Noblesse Oblige  ~ノブレス・オブリージュ~

いつも喜んでいなさい。絶えず祈りなさい。すべての事について、感謝しなさい テサロニケ人への第一の手紙5章16節~18節

何度でも君に温かいココアを 小瀬木麻美




何度でも君に温かいココアを
何度でも君に温かいココアを
著者:小瀬木 麻美
出版社:ポプラ社
発売日:2013-05-01
カテゴリー:本

ものすごいシンクロ率!と思いながらの読んだ一冊。
と言うのも、この本を選んだのは書棚で何気に題名に惹かれただけで内容とかイマイチ吟味せずのセレクト。
巻末の作者の紹介に「京都府生まれ」とのこと。
最近まで読んでいた鏑木蓮さんも京都出身!
と言うことで本作も京都の地名がたくさん出てきました。(鏑木さんはどちらかと言えば嵐山方面から北野天満宮までの左側の描写が多かったのに対して、こちらは清水と言った右側の描写が多かった)
そして何より、読後感最悪というか読んだと色々と考えてしまった宮部みゆきの『ペテロの葬列』の衝撃のラストの菜穂子の告白にもあったように「自分は自立しなければならない」的なことがこちらにも。
それは笑うことを止めた母の過去を捜すための母の出身の京都に旅した娘にかけた言葉。


『私があの人に凭れすぎたせいかもしれないわね。

そのせいであの人はどこでどれほどの間私の手を放していいのか、わからなくなってしまったのよ。

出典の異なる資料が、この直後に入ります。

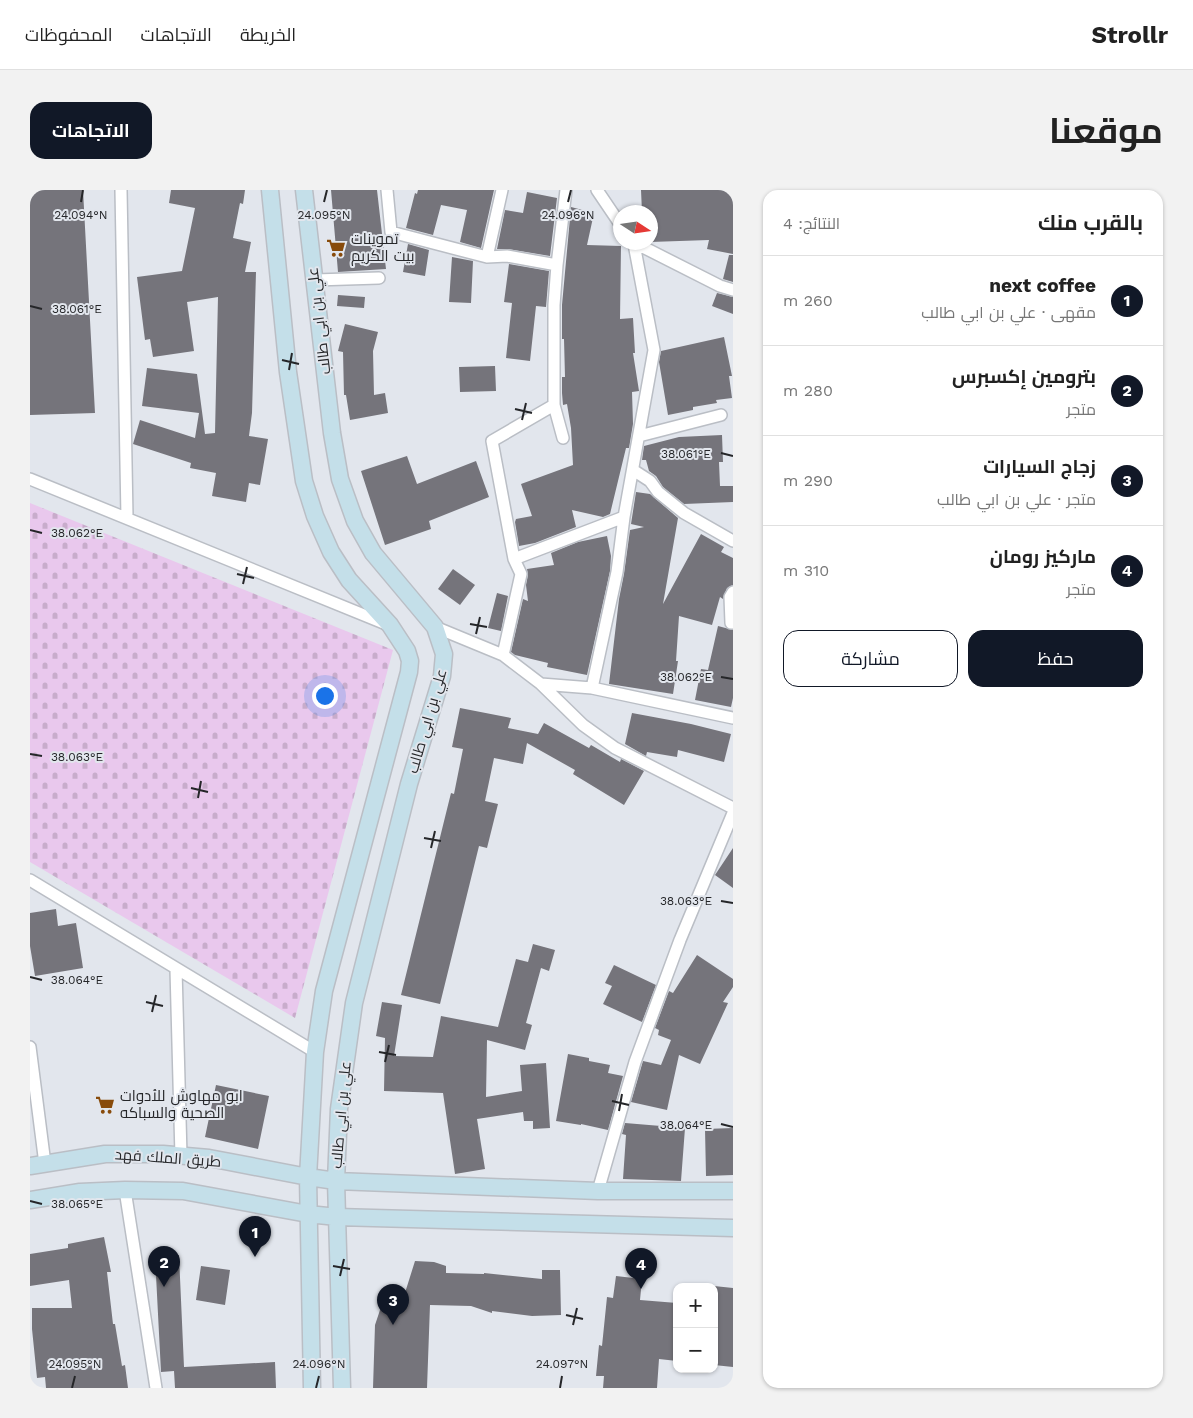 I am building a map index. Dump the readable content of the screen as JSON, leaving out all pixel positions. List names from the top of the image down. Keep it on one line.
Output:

でも、倫子のおかげで私は自分の足だけで歩くことの大切さを思い出したの。

思えばあの街を出る時、佐生に偶然出会って、あの時から、私は、自分の足だけで歩くことを放棄してしまったのね。いつも佐生に支えられて、それに慣れすぎてしまったの』



菜穂子と倫子の母の由希の言っていることはほぼ同じなのに、ラストは全く違う。
新たに得た家族を愛し、ともに一緒に暮らしていくことを誓っている。


似たような夫婦の葛藤なのにどうもこうテイストが違うのか。
とはいえ、作品はデビュー作と言うことも割り引いても文章は美味いがイマイチ「大人向け」ではなかった。中学生の娘の奮闘記でもあるのでむしろターゲットを下げて中高生向きにした方が良かったかも。
帯に『ほろりと泣ける感動の物語』とあるけどそこは悲しき年の功、泣くほどのものでもなく。
むしろ中途半端な話だったなあ…と興ざめの方が大きかった。
プロローグの文章が大人っぽっく謎に満ちていたのに、全体的にありきたりになったのは残念。